A Genuine Jahn-Teller System with Compressed Geometry and Quantum Effects Originating from Zero-Point Motion

First‐principle calculations together with analysis of the experimental data found for 3d9 and 3d7 ions in cubic oxides proved that the center found in irradiated CaO:Ni2+ corresponds to Ni+ under a static Jahn–Teller effect displaying a compressed equilibrium geometry. It was also shown that the anomalous positive g∥ shift (g∥−g0=0.065) measured at T=20 K obeys the superposition of the |3 z2−r2⟩ and |x2−y2⟩ states driven by quantum effects associated with the zero‐point motion, a mechanism first put forward by O'Brien for static Jahn–Teller systems and later extended by Ham to the dynamic Jahn–Teller case. To our knowledge, this is the first genuine Jahn–Teller system (i.e. in which exact degeneracy exists at the high‐symmetry configuration) exhibiting a compressed equilibrium geometry for which large quantum effects allow experimental observation of the effect predicted by O'Brien.

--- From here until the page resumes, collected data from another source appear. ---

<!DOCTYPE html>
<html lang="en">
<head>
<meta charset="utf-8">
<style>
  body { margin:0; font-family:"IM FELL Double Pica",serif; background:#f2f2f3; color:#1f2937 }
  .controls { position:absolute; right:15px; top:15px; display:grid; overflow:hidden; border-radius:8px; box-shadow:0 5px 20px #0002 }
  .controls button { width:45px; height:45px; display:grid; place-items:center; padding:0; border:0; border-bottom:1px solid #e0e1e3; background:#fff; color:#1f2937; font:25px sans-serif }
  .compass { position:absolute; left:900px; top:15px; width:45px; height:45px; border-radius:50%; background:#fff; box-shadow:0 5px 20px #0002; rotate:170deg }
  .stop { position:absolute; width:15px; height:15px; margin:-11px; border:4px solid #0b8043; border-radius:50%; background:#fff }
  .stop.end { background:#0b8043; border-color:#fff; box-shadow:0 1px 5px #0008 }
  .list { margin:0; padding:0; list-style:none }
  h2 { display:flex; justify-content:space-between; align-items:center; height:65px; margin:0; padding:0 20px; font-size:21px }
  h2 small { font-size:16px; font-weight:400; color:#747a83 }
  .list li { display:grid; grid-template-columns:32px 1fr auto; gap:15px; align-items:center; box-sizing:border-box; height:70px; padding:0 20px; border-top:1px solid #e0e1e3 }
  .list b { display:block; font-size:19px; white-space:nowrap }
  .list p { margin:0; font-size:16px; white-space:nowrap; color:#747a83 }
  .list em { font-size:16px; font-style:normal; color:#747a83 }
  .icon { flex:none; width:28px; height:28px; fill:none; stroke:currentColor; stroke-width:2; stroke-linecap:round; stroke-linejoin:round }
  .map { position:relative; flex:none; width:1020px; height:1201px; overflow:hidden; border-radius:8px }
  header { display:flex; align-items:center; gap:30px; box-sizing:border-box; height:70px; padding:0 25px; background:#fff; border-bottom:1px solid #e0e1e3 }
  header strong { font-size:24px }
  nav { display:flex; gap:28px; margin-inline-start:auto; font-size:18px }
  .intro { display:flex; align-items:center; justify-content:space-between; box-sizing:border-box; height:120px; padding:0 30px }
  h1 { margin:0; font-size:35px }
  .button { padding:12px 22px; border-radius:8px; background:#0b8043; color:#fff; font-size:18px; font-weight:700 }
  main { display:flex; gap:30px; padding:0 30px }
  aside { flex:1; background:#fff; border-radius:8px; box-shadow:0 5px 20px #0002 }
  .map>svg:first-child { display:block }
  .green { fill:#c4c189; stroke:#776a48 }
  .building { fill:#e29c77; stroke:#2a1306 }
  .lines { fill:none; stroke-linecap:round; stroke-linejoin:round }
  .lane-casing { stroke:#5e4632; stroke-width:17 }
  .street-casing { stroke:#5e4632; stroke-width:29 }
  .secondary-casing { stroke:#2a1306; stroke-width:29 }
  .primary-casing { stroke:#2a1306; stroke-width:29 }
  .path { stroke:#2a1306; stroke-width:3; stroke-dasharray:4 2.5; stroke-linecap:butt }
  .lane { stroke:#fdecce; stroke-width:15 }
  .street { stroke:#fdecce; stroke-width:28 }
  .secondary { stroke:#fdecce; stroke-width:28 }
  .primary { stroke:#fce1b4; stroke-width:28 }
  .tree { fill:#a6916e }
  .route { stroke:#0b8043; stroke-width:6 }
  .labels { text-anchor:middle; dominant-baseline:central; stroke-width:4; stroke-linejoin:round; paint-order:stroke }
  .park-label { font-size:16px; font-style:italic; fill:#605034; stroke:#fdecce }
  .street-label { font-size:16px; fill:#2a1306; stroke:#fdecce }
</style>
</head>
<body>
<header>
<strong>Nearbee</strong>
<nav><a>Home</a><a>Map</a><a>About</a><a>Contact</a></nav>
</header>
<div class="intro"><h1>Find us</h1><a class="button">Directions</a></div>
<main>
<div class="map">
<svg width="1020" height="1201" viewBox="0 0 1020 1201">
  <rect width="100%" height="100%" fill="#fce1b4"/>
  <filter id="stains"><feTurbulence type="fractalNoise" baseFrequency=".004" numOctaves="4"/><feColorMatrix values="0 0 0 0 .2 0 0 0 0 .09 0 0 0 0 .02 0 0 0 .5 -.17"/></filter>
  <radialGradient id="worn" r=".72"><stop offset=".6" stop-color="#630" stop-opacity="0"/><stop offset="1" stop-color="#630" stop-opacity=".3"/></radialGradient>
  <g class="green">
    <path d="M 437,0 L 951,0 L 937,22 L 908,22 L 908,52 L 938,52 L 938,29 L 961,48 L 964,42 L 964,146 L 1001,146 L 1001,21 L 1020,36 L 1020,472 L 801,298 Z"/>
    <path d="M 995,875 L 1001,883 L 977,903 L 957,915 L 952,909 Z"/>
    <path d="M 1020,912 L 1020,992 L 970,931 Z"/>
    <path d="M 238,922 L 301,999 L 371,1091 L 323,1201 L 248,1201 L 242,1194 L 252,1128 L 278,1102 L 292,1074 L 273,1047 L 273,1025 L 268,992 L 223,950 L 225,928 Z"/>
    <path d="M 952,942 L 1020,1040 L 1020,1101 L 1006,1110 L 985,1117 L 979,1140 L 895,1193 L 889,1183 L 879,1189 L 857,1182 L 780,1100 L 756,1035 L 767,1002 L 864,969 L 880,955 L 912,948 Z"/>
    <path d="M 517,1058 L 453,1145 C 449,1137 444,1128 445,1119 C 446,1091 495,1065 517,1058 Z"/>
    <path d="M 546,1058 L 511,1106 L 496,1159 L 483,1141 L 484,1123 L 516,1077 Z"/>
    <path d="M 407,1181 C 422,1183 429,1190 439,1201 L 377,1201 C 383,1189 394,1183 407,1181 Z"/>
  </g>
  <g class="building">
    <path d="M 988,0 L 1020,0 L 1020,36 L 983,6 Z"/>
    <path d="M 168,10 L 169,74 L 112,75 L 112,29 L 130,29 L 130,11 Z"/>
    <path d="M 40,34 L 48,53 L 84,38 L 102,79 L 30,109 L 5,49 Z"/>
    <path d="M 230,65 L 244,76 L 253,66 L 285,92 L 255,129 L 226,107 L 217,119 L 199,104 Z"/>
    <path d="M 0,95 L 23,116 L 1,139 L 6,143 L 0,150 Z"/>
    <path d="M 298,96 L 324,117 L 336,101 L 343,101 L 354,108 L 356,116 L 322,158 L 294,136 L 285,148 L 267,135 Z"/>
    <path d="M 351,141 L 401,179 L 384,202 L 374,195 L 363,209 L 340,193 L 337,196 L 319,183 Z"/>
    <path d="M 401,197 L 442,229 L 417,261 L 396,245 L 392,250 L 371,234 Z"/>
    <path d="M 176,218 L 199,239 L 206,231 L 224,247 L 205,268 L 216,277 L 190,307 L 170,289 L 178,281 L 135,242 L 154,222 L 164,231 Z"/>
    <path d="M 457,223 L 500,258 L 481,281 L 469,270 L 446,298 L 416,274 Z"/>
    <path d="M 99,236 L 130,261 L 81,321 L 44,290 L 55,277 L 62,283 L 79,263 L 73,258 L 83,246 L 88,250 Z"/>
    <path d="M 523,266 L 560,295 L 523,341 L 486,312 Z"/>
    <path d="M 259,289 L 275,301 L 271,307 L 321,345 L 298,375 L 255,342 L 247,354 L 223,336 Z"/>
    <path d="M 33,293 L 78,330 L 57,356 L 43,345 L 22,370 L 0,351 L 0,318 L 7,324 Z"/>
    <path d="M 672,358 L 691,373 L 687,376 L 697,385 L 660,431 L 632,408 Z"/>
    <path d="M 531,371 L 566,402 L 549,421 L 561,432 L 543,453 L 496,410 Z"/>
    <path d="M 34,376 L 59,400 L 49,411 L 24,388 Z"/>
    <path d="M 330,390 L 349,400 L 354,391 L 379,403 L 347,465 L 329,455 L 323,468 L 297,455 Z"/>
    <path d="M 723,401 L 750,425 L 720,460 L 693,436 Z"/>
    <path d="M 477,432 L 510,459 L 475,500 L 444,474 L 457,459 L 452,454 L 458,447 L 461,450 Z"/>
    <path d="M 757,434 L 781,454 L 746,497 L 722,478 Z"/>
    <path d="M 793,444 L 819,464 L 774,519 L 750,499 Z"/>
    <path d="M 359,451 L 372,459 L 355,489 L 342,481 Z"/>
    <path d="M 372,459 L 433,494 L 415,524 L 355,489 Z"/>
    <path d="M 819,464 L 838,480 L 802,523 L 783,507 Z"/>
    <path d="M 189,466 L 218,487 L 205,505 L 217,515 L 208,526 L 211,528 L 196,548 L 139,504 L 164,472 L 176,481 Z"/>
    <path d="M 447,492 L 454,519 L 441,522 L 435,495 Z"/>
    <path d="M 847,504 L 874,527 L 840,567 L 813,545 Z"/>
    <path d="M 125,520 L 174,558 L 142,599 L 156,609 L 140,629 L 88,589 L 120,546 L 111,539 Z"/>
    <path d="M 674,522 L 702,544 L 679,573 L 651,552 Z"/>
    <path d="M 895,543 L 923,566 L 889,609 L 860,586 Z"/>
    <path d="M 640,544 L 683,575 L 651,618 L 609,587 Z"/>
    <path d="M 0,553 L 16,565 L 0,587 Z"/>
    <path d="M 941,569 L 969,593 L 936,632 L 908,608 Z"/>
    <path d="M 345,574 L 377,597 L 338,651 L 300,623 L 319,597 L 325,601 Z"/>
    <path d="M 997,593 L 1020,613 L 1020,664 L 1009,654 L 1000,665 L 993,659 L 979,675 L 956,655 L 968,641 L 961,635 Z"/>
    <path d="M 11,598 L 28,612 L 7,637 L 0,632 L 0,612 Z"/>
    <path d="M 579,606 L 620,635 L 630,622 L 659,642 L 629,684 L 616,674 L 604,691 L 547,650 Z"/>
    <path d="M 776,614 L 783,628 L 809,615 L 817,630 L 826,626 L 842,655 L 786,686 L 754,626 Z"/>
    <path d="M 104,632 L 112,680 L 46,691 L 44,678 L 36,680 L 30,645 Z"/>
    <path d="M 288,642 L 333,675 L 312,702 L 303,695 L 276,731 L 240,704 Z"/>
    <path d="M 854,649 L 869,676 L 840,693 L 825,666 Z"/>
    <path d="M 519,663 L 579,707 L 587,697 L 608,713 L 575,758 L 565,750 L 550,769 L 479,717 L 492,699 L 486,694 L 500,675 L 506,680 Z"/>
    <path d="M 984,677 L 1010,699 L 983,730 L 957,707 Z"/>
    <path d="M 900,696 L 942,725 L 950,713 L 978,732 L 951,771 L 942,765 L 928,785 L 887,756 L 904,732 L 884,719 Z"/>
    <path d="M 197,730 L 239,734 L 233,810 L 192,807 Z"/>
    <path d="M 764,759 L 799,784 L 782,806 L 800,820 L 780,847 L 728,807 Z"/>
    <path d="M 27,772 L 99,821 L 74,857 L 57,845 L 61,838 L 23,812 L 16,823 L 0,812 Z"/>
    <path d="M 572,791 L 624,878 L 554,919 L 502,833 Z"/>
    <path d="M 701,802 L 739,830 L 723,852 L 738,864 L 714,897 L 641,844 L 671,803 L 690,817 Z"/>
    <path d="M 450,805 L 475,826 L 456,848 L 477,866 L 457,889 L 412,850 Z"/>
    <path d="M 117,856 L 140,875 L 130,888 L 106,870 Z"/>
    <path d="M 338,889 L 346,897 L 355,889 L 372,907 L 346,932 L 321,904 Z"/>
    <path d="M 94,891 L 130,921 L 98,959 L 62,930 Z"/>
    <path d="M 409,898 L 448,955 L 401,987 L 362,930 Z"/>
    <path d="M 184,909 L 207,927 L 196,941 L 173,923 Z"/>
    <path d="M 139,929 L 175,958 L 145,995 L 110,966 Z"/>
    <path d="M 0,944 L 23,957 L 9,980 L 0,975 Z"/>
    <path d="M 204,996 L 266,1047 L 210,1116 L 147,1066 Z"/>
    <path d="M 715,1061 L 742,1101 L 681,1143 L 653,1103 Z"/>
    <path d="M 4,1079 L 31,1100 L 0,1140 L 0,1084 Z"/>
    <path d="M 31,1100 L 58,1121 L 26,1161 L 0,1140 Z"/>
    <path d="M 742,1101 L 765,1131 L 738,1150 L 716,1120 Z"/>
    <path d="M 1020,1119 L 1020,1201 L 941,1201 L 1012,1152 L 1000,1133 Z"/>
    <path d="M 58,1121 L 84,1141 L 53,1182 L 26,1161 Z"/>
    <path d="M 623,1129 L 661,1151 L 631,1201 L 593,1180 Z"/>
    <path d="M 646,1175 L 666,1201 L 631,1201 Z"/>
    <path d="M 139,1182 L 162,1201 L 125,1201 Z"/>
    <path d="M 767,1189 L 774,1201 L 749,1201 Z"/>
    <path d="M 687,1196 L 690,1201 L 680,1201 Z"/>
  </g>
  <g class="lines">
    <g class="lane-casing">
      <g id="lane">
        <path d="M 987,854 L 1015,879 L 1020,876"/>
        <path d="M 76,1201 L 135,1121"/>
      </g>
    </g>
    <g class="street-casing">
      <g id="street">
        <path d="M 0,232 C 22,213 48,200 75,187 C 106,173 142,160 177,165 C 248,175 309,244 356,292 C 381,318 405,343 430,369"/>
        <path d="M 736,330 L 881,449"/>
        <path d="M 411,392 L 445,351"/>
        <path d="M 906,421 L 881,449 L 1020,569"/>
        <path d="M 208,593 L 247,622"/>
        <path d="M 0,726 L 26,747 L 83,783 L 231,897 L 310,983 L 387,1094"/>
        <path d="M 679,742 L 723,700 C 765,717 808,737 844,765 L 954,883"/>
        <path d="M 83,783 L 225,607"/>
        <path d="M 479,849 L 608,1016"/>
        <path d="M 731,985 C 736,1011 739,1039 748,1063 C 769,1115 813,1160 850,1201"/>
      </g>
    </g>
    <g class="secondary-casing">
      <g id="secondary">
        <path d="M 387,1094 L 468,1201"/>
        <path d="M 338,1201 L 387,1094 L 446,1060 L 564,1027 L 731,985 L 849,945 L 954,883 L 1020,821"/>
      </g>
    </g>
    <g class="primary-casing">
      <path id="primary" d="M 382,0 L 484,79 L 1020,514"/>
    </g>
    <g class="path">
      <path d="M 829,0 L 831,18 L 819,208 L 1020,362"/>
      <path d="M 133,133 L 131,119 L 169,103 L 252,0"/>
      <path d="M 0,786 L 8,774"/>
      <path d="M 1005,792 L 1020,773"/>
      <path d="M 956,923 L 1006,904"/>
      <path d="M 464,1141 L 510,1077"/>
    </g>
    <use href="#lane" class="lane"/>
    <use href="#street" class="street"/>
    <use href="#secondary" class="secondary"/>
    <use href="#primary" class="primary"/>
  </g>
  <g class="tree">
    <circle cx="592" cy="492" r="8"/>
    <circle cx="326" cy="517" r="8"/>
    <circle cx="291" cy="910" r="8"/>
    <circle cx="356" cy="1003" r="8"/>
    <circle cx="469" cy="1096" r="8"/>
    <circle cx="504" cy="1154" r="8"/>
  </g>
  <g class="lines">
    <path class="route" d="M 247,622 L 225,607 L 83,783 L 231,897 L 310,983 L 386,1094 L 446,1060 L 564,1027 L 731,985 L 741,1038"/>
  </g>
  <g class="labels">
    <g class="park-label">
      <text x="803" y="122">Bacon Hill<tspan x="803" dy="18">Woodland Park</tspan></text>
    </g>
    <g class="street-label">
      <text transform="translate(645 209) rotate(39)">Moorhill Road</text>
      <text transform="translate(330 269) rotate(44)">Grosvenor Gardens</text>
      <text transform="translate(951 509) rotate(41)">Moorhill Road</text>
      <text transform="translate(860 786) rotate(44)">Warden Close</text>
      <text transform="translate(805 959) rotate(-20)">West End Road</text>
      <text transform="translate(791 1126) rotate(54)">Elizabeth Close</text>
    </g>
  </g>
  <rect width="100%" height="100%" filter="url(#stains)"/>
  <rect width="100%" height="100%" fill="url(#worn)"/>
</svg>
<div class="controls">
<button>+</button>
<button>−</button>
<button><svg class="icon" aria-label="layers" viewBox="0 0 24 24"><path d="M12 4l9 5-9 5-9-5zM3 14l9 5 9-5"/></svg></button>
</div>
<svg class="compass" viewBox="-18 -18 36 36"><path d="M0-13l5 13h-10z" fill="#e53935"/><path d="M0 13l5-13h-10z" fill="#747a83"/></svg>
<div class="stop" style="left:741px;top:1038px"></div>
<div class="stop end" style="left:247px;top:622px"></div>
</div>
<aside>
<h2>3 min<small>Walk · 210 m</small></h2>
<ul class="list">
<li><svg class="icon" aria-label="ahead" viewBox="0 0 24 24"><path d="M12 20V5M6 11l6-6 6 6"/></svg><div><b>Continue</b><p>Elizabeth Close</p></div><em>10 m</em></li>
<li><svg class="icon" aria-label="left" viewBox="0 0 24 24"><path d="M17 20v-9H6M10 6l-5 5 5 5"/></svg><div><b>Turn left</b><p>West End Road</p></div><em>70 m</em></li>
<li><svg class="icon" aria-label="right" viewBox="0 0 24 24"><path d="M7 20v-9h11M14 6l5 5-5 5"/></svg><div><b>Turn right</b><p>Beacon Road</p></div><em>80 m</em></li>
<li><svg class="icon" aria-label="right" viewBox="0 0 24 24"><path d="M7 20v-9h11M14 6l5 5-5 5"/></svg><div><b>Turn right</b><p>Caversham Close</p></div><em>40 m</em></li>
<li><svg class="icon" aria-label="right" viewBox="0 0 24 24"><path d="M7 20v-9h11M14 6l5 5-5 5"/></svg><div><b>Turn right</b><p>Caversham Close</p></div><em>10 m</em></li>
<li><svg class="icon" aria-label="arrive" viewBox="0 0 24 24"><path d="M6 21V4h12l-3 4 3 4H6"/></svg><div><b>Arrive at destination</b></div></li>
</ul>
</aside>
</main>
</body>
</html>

Analysis of the calculated energy barriers for different Jahn–Teller systems allowed us to explain the origin of the compressed geometry observed for CaO:Ni+. Distorting evidence: First‐principles calculations are used to analyze and reassign a Ni‐doped CaO center, owing to a Ni+ species instead of Ni3+ species. The center has a compressed octahedron geometry. Electron paramagnetic resonance spectroscopy shows, for the first time, evidence of the so‐called O'Brien effect associated with quantum entanglement between the electronic and vibrational degrees of freedom.